Making a profit remains the primary aim of an investor. Day trading versus long term investment is a choice savvy investors have to make in their bids to increase balance sheet assets. A few of the differences that exist between both kinds of investments include:
1. Decision Making: Day trading takes place within a business day and may be completed in a matter of minutes. This means that an investor who chooses to make profit this way needs to be on top of things.
Long term trading does not require looking up share prices every other minute. As a result, there is no pressure in making quick decisions.
2. Profit Margin: When it comes to day trading, what matters to investors is how to take advantage of a marginal difference in commodity prices. For this reason, the margin of profit is not necessarily high.
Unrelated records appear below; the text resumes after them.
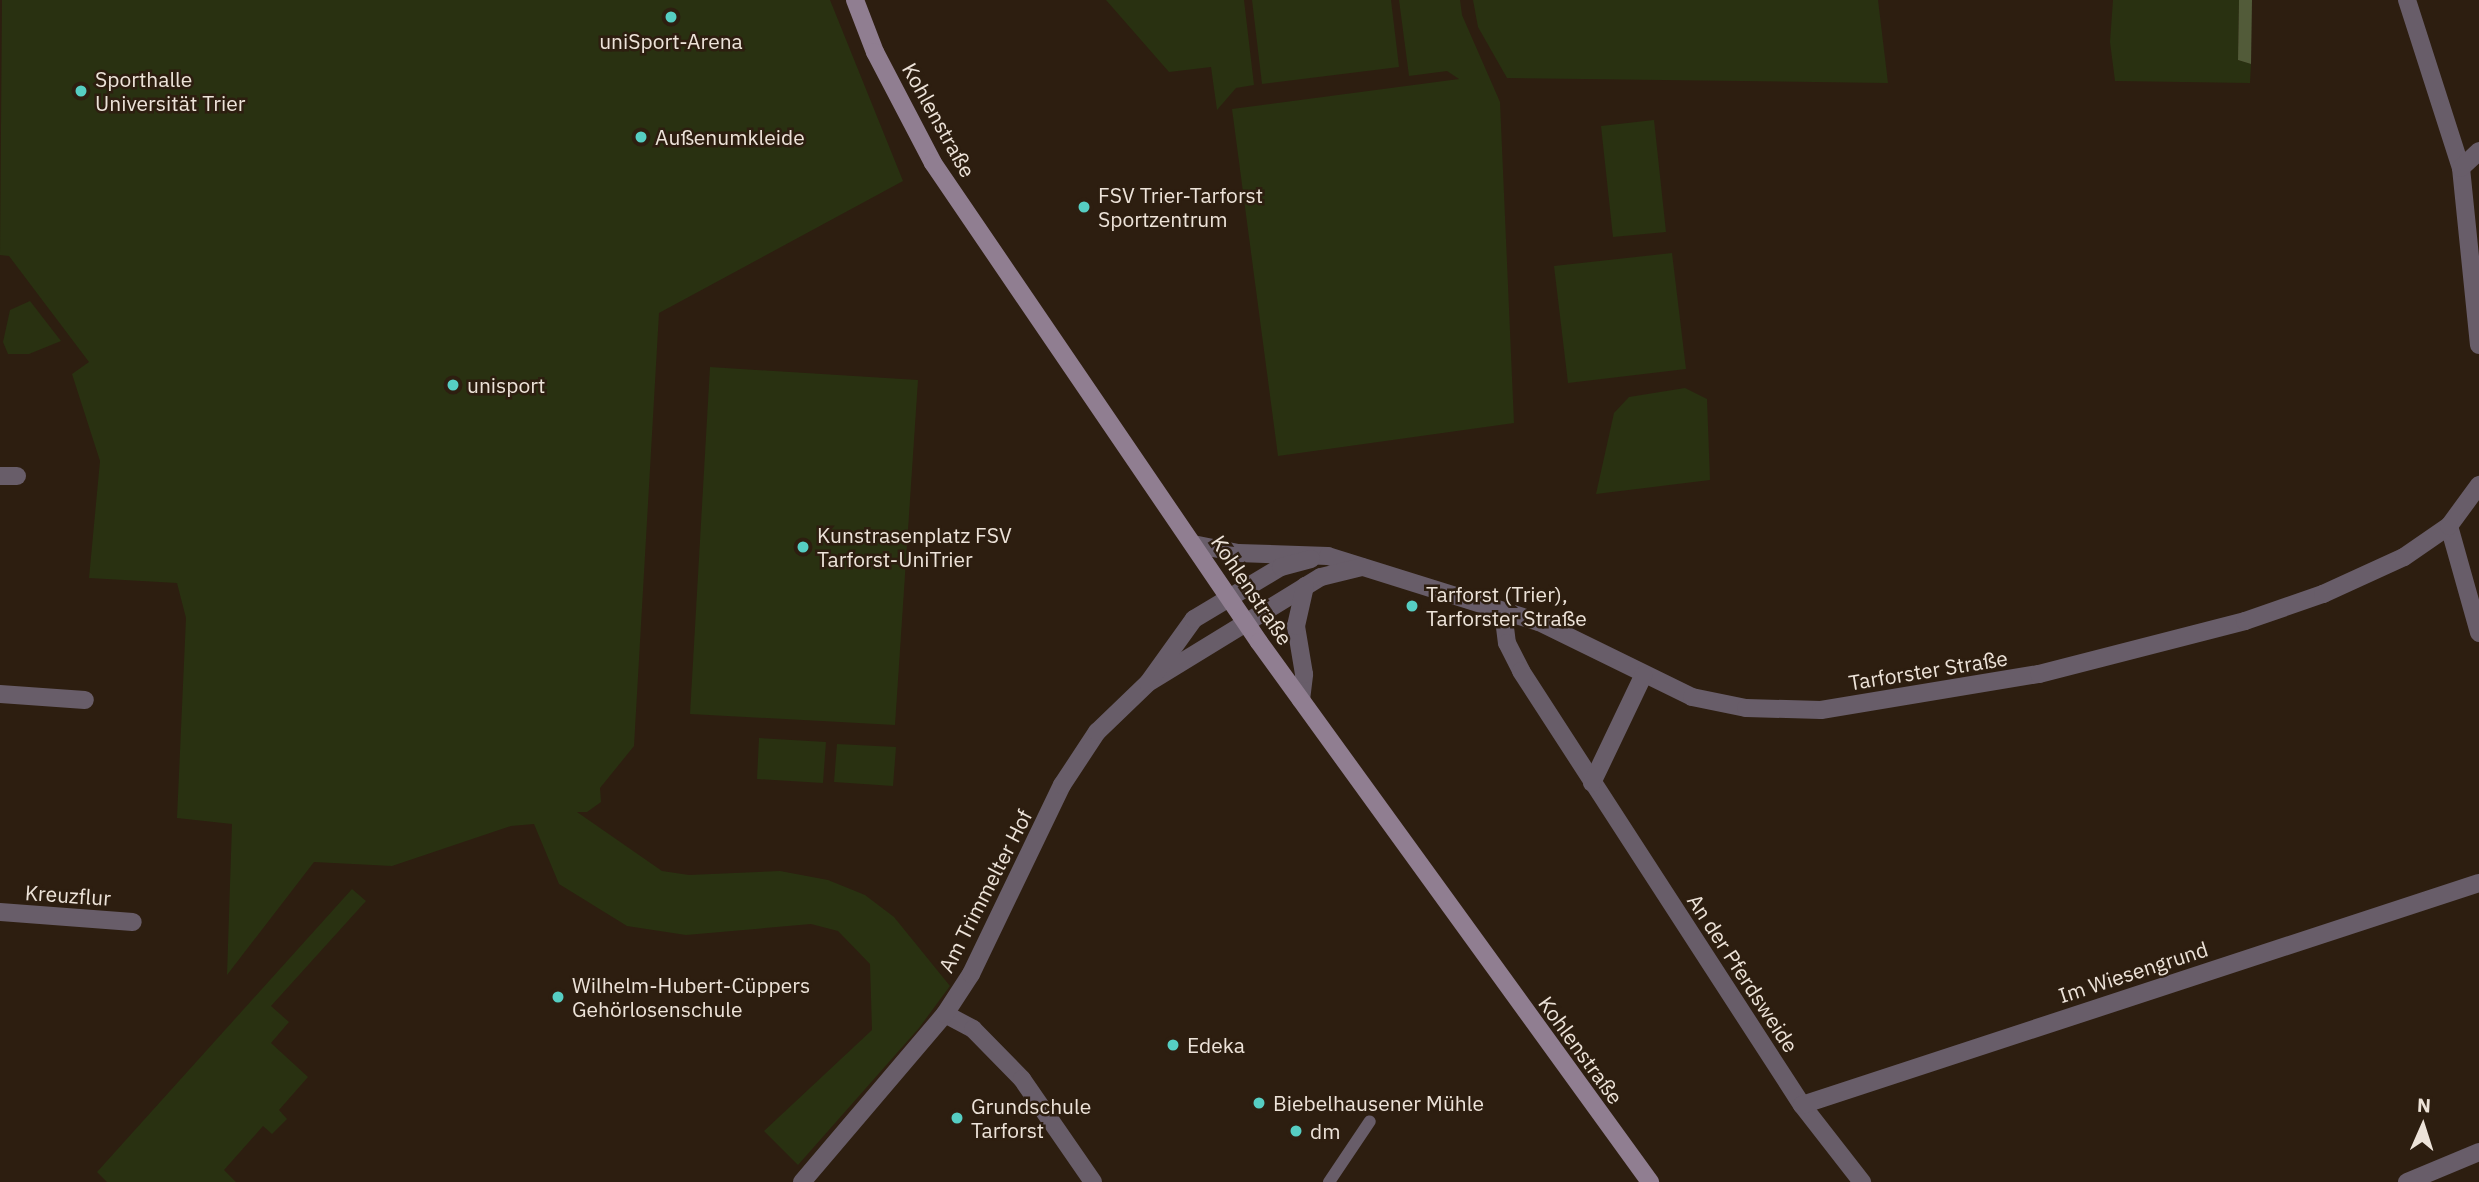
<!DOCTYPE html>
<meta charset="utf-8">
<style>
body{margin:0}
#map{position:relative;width:2479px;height:1182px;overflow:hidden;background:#2d1e10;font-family:"IBM Plex Sans",sans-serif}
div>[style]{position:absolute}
.green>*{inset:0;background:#293111}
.forest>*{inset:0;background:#525b39}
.pedestrian>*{height:12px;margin:-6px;padding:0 6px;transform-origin:6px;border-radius:6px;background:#685d69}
.minor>*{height:18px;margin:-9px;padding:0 9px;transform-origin:9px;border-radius:9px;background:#685d69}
.secondary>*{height:18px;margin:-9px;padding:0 9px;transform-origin:9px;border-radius:9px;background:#907e91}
.dots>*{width:19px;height:19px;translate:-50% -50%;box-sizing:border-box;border:4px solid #2d1e10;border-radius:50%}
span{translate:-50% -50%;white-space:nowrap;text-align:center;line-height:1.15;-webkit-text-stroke:5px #2d1e10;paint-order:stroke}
.poi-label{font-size:21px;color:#ede3d9}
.left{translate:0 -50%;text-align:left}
.street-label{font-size:21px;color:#ede3d9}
.north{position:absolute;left:2388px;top:1091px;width:70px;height:70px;-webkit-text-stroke:5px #2d1e10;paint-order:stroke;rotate:3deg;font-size:19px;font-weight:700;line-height:28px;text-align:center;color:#ede3d9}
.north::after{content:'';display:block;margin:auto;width:24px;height:32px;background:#ede3d9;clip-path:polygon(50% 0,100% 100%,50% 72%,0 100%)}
</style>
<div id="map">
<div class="green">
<i style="clip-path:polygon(2px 0,830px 0,903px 181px,659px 313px,634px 746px,600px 788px,601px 802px,587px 812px,577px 812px,662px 871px,689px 875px,780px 871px,828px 880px,865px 895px,894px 917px,950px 986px,919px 1028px,798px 1165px,764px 1131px,872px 1030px,870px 964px,838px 931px,811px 924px,686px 935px,627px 926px,559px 884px,534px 824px,511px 826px,392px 866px,314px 862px,227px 975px,232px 824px,177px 818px,186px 618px,177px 583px,89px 578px,100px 461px,72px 374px,89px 362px,9px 256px,0 255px)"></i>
<i style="clip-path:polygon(1106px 0,1244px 0,1254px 85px,1236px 88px,1217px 110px,1211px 67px,1169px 72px)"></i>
<i style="clip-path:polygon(1252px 0,1391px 0,1399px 67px,1262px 84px)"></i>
<i style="clip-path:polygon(1399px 0,1460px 0,1462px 15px,1500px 102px,1514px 423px,1278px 456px,1232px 109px,1459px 79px,1447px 71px,1409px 76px)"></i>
<i style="clip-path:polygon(1473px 0,1878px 0,1888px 83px,1507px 78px,1478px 27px)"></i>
<i style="clip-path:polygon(2113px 0,2239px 0,2238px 60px,2251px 64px,2250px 83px,2115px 81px,2110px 42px)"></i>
<i style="clip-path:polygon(1654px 120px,1666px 232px,1613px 237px,1601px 126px)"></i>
<i style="clip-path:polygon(1672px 253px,1686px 369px,1568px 383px,1554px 266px)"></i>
<i style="clip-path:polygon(30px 301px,61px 341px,29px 354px,8px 354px,3px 342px,10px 310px)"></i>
<i style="clip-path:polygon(710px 367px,918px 380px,895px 725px,690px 714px)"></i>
<i style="clip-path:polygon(1685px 388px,1707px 399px,1710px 480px,1596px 494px,1614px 413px,1629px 397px)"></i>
<i style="clip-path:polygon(759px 738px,826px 742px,823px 783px,757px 779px)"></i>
<i style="clip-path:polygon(837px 744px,896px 747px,893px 786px,834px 782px)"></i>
<i style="clip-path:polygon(352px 889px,366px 901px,271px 1006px,289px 1022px,271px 1043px,308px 1077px,279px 1110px,287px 1119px,272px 1134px,263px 1126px,224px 1170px,236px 1182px,107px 1182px,97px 1172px)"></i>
</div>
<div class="forest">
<i style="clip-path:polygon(2239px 0,2252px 0,2251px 64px,2238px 60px)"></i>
</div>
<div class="pedestrian">
<i style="left:1329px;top:1182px;width:73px;rotate:-56.1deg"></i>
</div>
<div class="minor">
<i style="left:2407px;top:0;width:176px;rotate:72.2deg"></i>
<i style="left:2461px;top:168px;width:178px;rotate:84.2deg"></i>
<i style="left:2461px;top:168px;width:25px;rotate:-43deg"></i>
<i style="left:0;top:476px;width:17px"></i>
<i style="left:2449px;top:526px;width:111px;rotate:74.3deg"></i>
<i style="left:1193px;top:544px;width:46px;rotate:11.3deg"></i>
<i style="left:1238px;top:553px;width:90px;rotate:1.9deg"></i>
<i style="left:1328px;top:556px;width:221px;rotate:17.4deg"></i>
<i style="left:1539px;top:622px;width:170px;rotate:26.1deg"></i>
<i style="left:1692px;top:697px;width:55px;rotate:11.5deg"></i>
<i style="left:1746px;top:708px;width:75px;rotate:1.5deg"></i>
<i style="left:1821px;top:710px;width:221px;rotate:-9.4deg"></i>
<i style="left:2039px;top:674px;width:213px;rotate:-14.4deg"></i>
<i style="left:2245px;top:621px;width:83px;rotate:-19.1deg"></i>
<i style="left:2323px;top:594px;width:89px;rotate:-24.6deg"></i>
<i style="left:2404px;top:557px;width:55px;rotate:-34.6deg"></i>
<i style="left:2449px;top:526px;width:51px;rotate:-53.8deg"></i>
<i style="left:1503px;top:611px;width:32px;rotate:83deg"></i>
<i style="left:1507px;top:643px;width:31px;rotate:63deg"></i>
<i style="left:1521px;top:671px;width:517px;rotate:57.08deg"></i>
<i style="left:1802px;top:1105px;width:98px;rotate:52.1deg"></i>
<i style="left:1151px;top:681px;width:199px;rotate:-31.5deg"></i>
<i style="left:1321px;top:577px;width:42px;rotate:-13.7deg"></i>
<i style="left:0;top:694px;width:85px;rotate:4deg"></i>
<i style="left:1301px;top:700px;width:26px;rotate:-83deg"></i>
<i style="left:1304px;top:674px;width:49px;rotate:-99.5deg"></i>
<i style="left:1296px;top:626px;width:41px;rotate:-77.3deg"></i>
<i style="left:1592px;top:783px;width:119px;rotate:-64.5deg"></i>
<i style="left:0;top:912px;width:133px;rotate:4.3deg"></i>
<i style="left:945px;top:1014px;width:32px;rotate:28deg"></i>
<i style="left:973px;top:1029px;width:70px;rotate:45.6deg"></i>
<i style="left:1022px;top:1079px;width:125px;rotate:55.4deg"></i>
<i style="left:1802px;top:1105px;width:712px;rotate:-18.16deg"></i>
<i style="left:802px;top:1182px;width:221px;rotate:-49.6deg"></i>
<i style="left:945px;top:1014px;width:48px;rotate:-57deg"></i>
<i style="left:971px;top:974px;width:210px;rotate:-64.3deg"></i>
<i style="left:1062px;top:785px;width:64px;rotate:-56.6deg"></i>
<i style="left:1097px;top:732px;width:71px;rotate:-43.9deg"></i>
<i style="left:1148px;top:683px;width:79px;rotate:-54.3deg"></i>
<i style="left:1194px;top:619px;width:101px;rotate:-30.9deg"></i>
<i style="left:1281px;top:567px;width:31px;rotate:-15deg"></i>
<i style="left:2407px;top:1182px;width:78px;rotate:-22.6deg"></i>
</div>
<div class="secondary">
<i style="left:855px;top:0;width:56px;rotate:69deg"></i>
<i style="left:875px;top:52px;width:125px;rotate:62.4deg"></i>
<i style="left:933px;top:163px;width:579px;rotate:55.76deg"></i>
<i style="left:1259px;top:642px;width:667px;rotate:54.09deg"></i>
</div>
<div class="dots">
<i style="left:671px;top:17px;background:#56cec3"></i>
<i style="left:81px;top:91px;background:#56cec3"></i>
<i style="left:641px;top:137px;background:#56cec3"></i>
<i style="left:1084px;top:207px;background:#56cec3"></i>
<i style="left:453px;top:385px;background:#56cec3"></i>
<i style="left:803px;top:547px;background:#56cec3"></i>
<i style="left:1412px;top:606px;background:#56cec3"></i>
<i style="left:558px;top:997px;background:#56cec3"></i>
<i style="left:1173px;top:1045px;background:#56cec3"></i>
<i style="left:1259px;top:1103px;background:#56cec3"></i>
<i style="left:957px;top:1118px;background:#56cec3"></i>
<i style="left:1296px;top:1131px;background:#56cec3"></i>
</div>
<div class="poi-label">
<span style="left:671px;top:41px">uniSport-Arena</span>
<span class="left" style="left:95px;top:91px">Sporthalle<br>Universität Trier</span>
<span class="left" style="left:655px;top:137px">Außenumkleide</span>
<span class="left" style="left:1098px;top:207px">FSV Trier-Tarforst<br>Sportzentrum</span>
<span class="left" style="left:467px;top:385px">unisport</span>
<span class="left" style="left:817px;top:547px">Kunstrasenplatz FSV<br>Tarforst-UniTrier</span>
<span class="left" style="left:1426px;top:606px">Tarforst (Trier),<br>Tarforster Straße</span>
<span class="left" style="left:572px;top:997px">Wilhelm-Hubert-Cüppers<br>Gehörlosenschule</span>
<span class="left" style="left:1187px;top:1045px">Edeka</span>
<span class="left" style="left:1273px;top:1103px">Biebelhausener Mühle</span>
<span class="left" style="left:971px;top:1118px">Grundschule<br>Tarforst</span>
<span class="left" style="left:1310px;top:1131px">dm</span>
</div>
<div class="street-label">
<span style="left:939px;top:120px;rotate:61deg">Kohlenstraße</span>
<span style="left:1252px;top:590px;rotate:56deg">Kohlenstraße</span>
<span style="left:1928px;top:670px;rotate:-9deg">Tarforster Straße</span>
<span style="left:985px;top:891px;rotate:-63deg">Am Trimmelter Hof</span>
<span style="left:68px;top:895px;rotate:4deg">Kreuzflur</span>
<span style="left:2133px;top:972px;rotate:-18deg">Im Wiesengrund</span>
<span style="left:1743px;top:973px;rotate:57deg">An der Pferdsweide</span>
<span style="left:1581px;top:1050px;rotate:54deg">Kohlenstraße</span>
</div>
<div class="north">N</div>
</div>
More profit is made in long term investing, however. It involves making enough gain and explains the patience of investors who choose this line of action. Here is a look at the profits of day trading versus long term investing.
3. Compounding: The fact that day time trading involves the completion of business transactions same day makes it an ideal choice for investors willing to re-invest the profits made in real time.
Such a possibility is not available in long term investing. In this case an investor may have yo wait for years to make the desired profit. This does not allow for rapid reinvestment of profits made.
4. Capital Requirements: While there are no hard and fast rules as to how much an investor should venture into the market with, a minimum of $1,000 allows for a reasonable gain to be made. Remember that the margin of profit is low for day trading.